The FBI was questioned closely at the hearing as to the system’s capabilities and uses. Several Members expressed concern that under current law, Carnivore might be employed without a showing of “probable cause.” ISP’s represented at the hearing claimed that they already have the capability to provide electronic surveillance and voiced reluctance at having an outside system such as Carnivore “installed” on their network. One ISP, Earthlink, refused the FBI’s request to install the system and they were upheld by a federal judge. (For testimony from the July hearing, please go to: http://www.house.gov/judiciary/con07241.htm. The text of an ACLU press release on the issue is at: http://www.aclu.org/news/2000/n072400a.html and the Center for Democracy and Technology (CDT) Data Privacy page featuring a FBI Schematic of Carnivore is at: http://www.cdt.org/privacy/govaccess/.)
RIP or Regulation of Investigatory Powers
As we hold hearings about our Fourth Amendment Rights and Wiretapping, England is poised to give the Royal nod to a bill granting wide-ranging police powers over the seizure of electronic communications. The bill, entitled, the Regulation of Investigatory Powers or RIP, requires ISP’s to install “black box” surveillance systems, similar to Carnivore, which will send online information to a central government monitoring system. The government will be picking up some of the tab for the cost of installation. ISP’s must also, upon request, provide the government with the plain text of any code used to encrypt information. This provision was softened some, initially the government could request the “key” to any encryption code. The bill has made its way through the House of Commons and the House of Lords and is now awaiting Royal Assent. (The text of RIP as amended on Report in the House of Lords on July 13, 2000 is at: http://www.publications.parliament.uk/pa/ld199900/ldbills/104/2000104.htm and Lord’s amendments from July 26, 2000 are at: http://www.publications.parliament.uk/pa/cm199900/cmhansrd/cm000726/debtext/00726-32.htm.) (Explanatory notes prepared by the Home Office to be read in conjunction with the RIP bill can be accessed at: http://www.parliament.the-stationery-office.co.uk/pa/ld199900/ldbills/061/en/00061x–.htm.)
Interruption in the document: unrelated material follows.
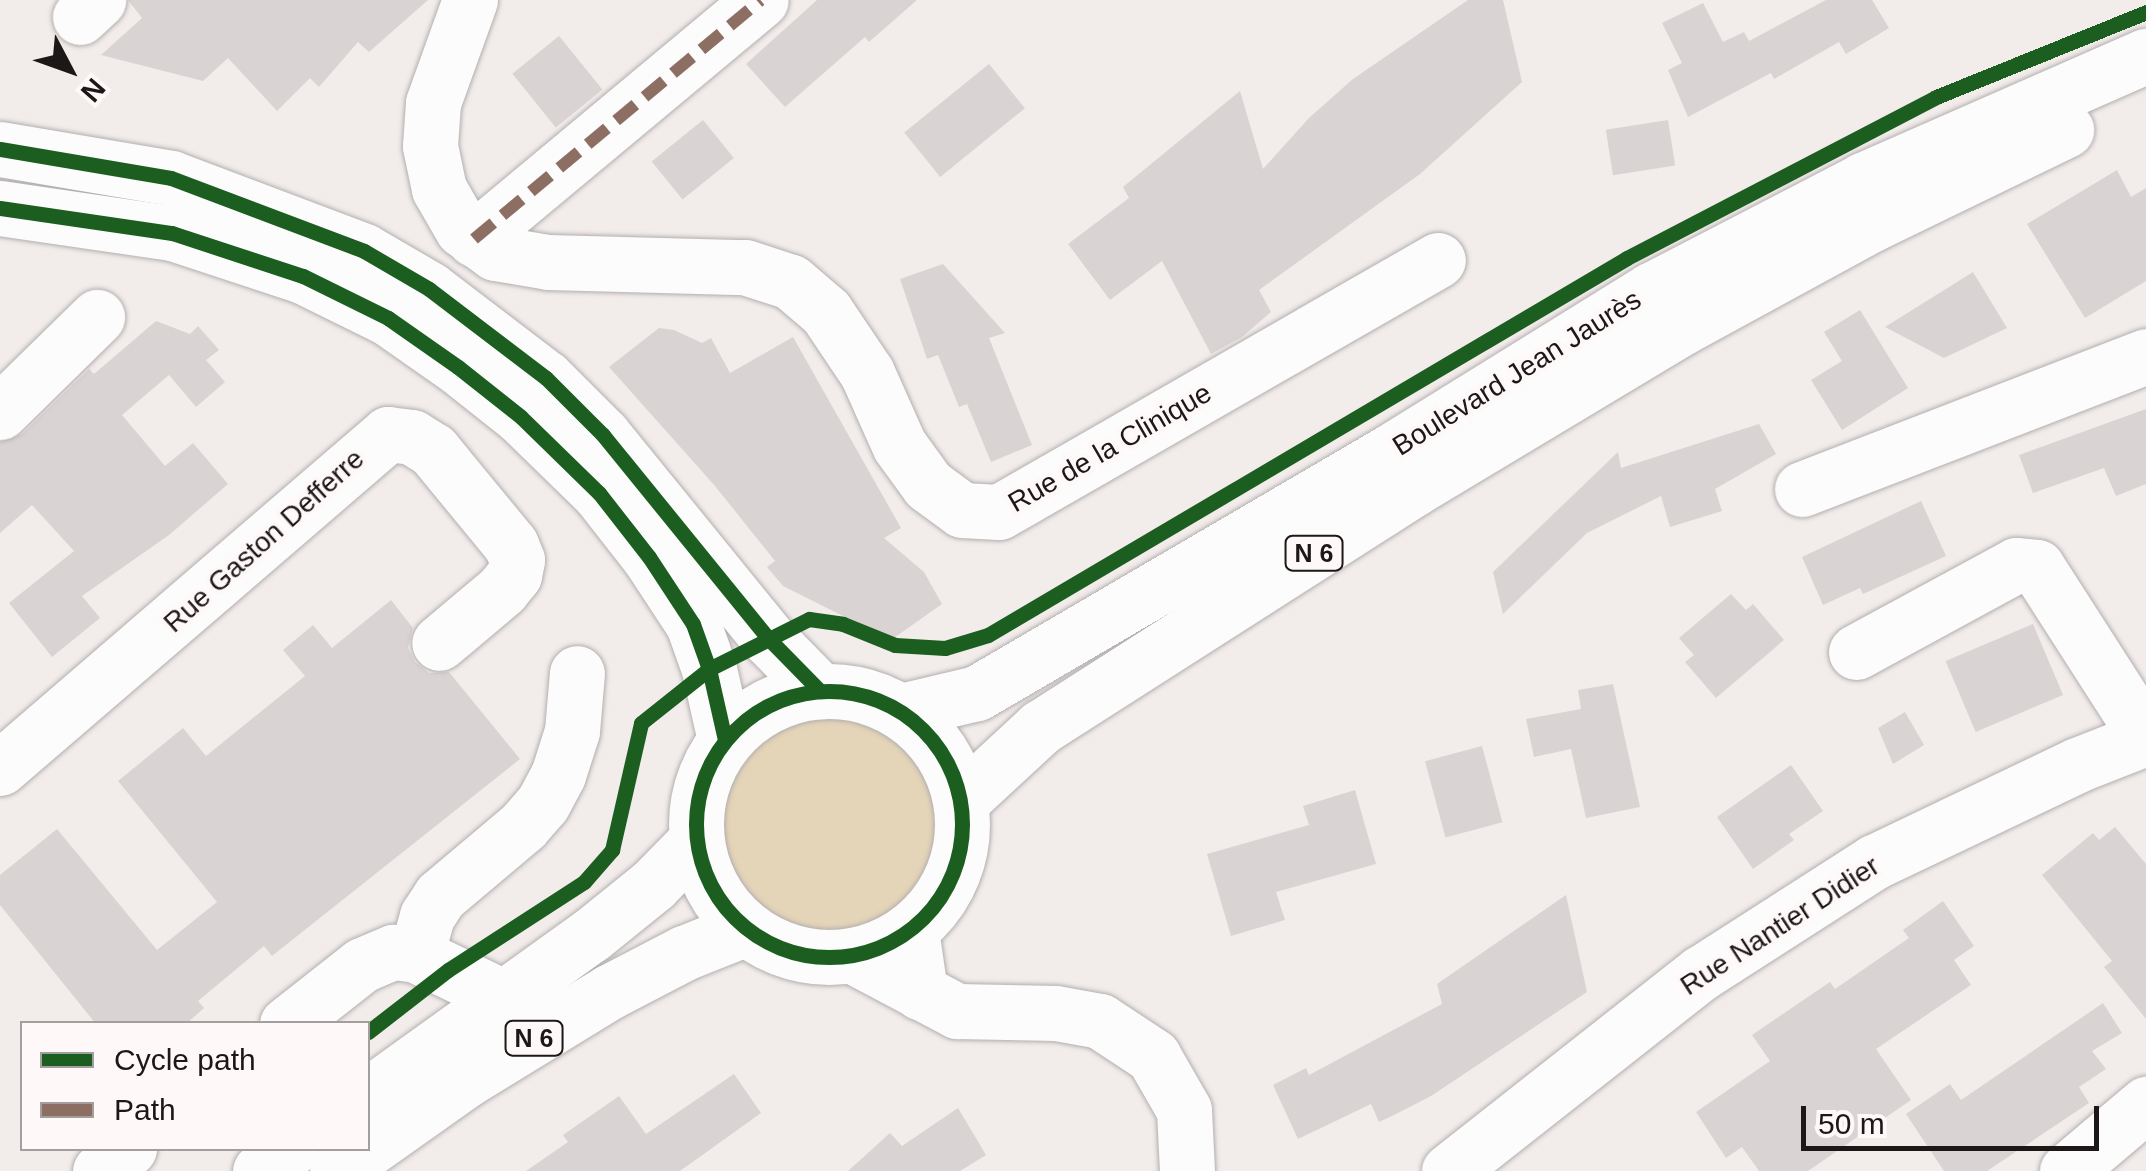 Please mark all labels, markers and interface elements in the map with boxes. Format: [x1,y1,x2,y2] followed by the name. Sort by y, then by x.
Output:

A loose coalition of ISP’s, trade unions, privacy groups, newspapers and major corporations oppose the legislation. Not only are there the civil liberties issues, but the cost it imposes on business may drive some companies away and discourage others from considering England as a location. One ISP, PopTel, has announced that it is considering moving offshore to avoid some of the more onerous requirements. (The Foundation for Information Policy or FIPR has a RIP Information Centre featuring articles and the text of the bill which can be accessed at: http://www.fipr.org/rip/index.html. Clara.net, a major ISP, has some of their proposed amendments to RIP posted on their web page at: http://www.clara.net/pressoffice/13600.html and http://www.clara.net/pressoffice/100700_2.html.)
If the Regulation of Investigatory Powers Bill becomes law, which appears to be a certainty, England will be the first democracy to enact such legislation. Here in the United States, concern for the “unfettered” scope of Digital Storm will prompt Congress to act to modernize our electronic surveillance and wiretapping laws. The Administration’s proposal has set the stage for the dialogue between privacy groups, government and industry to begin in earnest. Although this issue is highly sensitive, all those involved understand that our current laws are flawed and a successful resolution will benefit all parties.